Pour connaître tes limites, tu as besoin de développer l’intéroception. L’intéroception est une compétence qui te permet de percevoir le « non » de ton corps avant d’en prendre conscience mentalement.
Sur ce sujet des limites, ce qu’il faut comprendre aussi, c’est que tu es légitime à exprimer tes limites, quelle que soit la situation.
Tes limites, tu peux apprendre à les verbaliser en amont, mais aussi au moment où quelque chose ne te convient pas. C’est ce je vais aborder maintenant.
💪 Un outil concret d’autodéfense
J’ai appris dans un atelier avec une association d’autodéfense féministe un petit outil qui sert à poser une limite. Il y a trois étapes.
Les 3 étapes pour poser une limite
La première étape, c’est de donner les faits. Exemple : « Tu me touches le bras. »
Deuxième étape, mentionner le ressenti. Exemple : « Je ne veux pas. »
Troisième étape, donner un ordre réaliste, et sans s’excuser. Par exemple : « Enlève ta main. »
Donc pour résumer ce que ça donne dans une situation où quelqu’un me touche le bras alors que je n’en ai pas envie, je lui dis : « Tu me touches le bras, je ne veux pas, enlève ta main. » Voilà, c’est simple, concret, efficace.
Mais bien sûr, pour pouvoir mobiliser ça dans un contexte où on va être hyper stressé parce que on est dans une situation qui nous met mal à l’aise, ça nécessite de s’entraîner. Alors je te dis ça pour toi, je le dis aussi pour moi parce que je ne me suis pas encore entraîné·e sur cet outil mais je pense qu’il est très utile.
Comment s’entraîner
Le conseil qui nous avait été donné dans cet atelier, c’est de s’entraîner. Par exemple, quand on regarde une série et qu’on voit une scène où on se dit « Ah là, si j’étais à la place de ce personnage, je poserais une limite », c’est de mettre sur pause pour imaginer les 3 étapes.

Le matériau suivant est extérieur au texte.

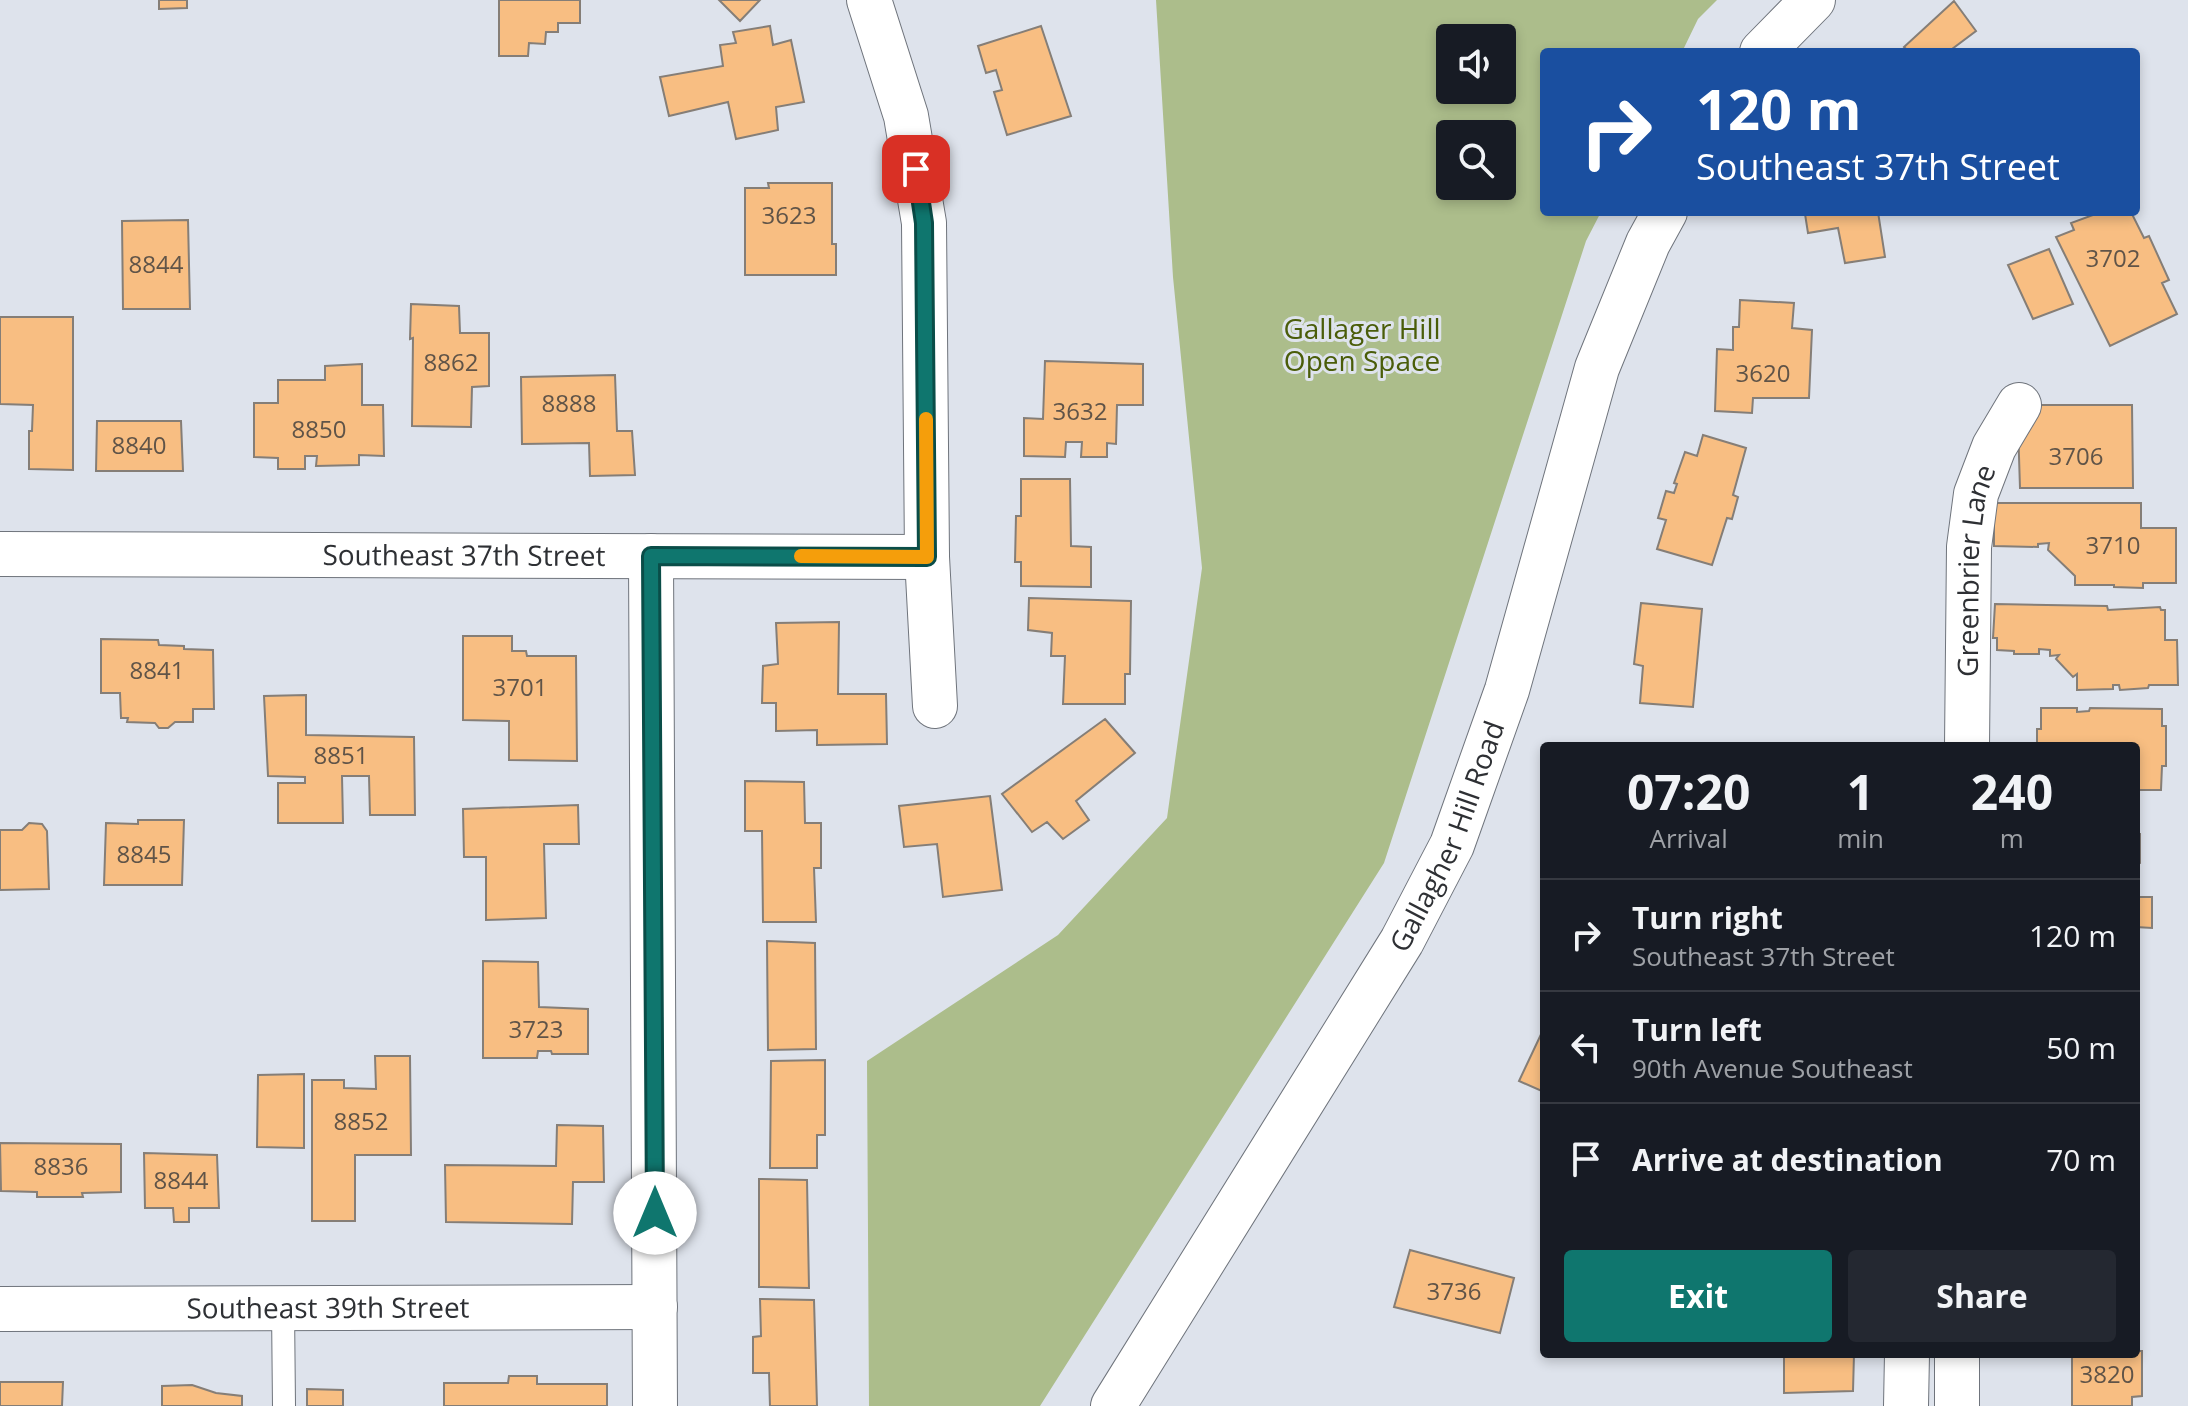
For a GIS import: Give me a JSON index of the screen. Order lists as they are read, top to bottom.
{
  "streets": {
    "street": [
      "Southeast 37th Street",
      "Greenbrier Lane",
      "Gallagher Hill Road",
      "Southeast 39th Street"
    ]
  },
  "parks": ["Gallager Hill Open Space"],
  "house_numbers": [
    "3623",
    "3702",
    "8844",
    "8862",
    "3620",
    "8888",
    "3632",
    "8850",
    "8840",
    "3706",
    "3710",
    "8841",
    "3701",
    "8851",
    "8845",
    "3723",
    "8852",
    "8836",
    "8844",
    "3736",
    "3820"
  ],
  "page": {
    "turn": ["120 m", "Southeast 37th Street"],
    "eta": [
      "07:20",
      "Arrival",
      "1",
      "min",
      "240",
      "m"
    ],
    "list": [
      {
        "name": "Turn right",
        "note": "Southeast 37th Street",
        "value": "120 m"
      },
      {
        "name": "Turn left",
        "note": "90th Avenue Southeast",
        "value": "50 m"
      },
      {
        "name": "Arrive at destination",
        "value": "70 m"
      }
    ],
    "buttons": ["Exit", "Share"]
  }
}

Exemple : quelqu’un lui crie dans les oreilles du personnage, je mets pause et je me demande : si j’étais cette personne, qu’est-ce que je dirais ? Alors, première étape, les faits : « Tu me crie dans les oreilles. » Deuxième étape, le ressenti : « Je me sens agressé·e. » Troisième étape, un ordre réaliste : « Tais-toi. »
Tu peux t’entraîner comme ça régulièrement quand tu y penses pour que ça devienne de plus en plus automatique et que tu puisses réussir à mobiliser cette compétence-là au moment où tu en auras besoin.
📞 Les numéros essentiels
Tu trouveras ci-dessous les numéros d’urgence et coordonnées d’associations ressources.

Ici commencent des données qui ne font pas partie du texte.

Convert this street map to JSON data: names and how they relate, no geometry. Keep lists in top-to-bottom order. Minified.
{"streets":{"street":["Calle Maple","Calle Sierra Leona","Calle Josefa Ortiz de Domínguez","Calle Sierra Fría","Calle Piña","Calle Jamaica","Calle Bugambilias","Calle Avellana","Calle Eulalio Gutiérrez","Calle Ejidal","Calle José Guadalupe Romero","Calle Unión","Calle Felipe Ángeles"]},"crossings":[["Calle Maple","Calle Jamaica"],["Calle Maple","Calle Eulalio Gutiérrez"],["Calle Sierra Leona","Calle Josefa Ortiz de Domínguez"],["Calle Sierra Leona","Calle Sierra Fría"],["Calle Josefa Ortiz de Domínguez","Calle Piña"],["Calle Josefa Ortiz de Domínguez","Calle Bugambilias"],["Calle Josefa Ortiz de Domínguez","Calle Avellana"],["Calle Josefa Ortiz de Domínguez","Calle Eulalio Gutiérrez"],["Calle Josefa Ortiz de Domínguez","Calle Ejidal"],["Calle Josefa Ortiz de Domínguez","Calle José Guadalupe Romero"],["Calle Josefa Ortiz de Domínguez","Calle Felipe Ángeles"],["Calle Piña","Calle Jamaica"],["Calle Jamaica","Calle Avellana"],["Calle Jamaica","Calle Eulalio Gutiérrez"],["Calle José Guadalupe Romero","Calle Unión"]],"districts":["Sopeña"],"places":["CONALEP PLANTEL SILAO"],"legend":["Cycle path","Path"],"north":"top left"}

En cas de danger immédiat : Appelez le 17 ou donner l’alerte en envoyant un message au 114 si vous ne pouvez pas vous exprimer à voix haute. Une fois les informations relatives à l’urgence recueillies, le 114 établit le lien direct avec le service d’urgence local concerné qui interviendra dans les plus brefs délais.
Pour obtenir des informations en matière de santé sexuelle, le numéro vert national du planning familial : le 0800 08 11 11. Anonyme et gratuit, ce numéro est accessible du lundi au samedi de 9h à 20h en hexagone et du lundi au vendredi de 9h à 17h aux Antilles.
Pour trouver du soutien, de l’écoute et des conseils dans le domaine de la vie affective et sexuelle, la parentalité et/ou la lutte contre les VSS, les lignes téléphoniques régionales des centres Intimagir (public cible : personnes en situation de handicap) : https://www.monparcourshandicap.gouv.fr/intimagir
Conclusion & précisions
Pour conclure, je voudrais vraiment insister sur cette vulnérabilité particulière qu’on a en tant que personne neuroatypique et qui demande d’acquérir des ressources et des compétences qu’on n’a pas naturellement pour pouvoir se protéger au mieux.
Je voulais aussi préciser que dans mes accompagnements, la vie sexuelle est un sujet qui peut être abordé en toute liberté, sans tabou et sans gêne. J’ai d’ailleurs suivi une formation spécifique pour t’accompagner au mieux sur ces thématiques.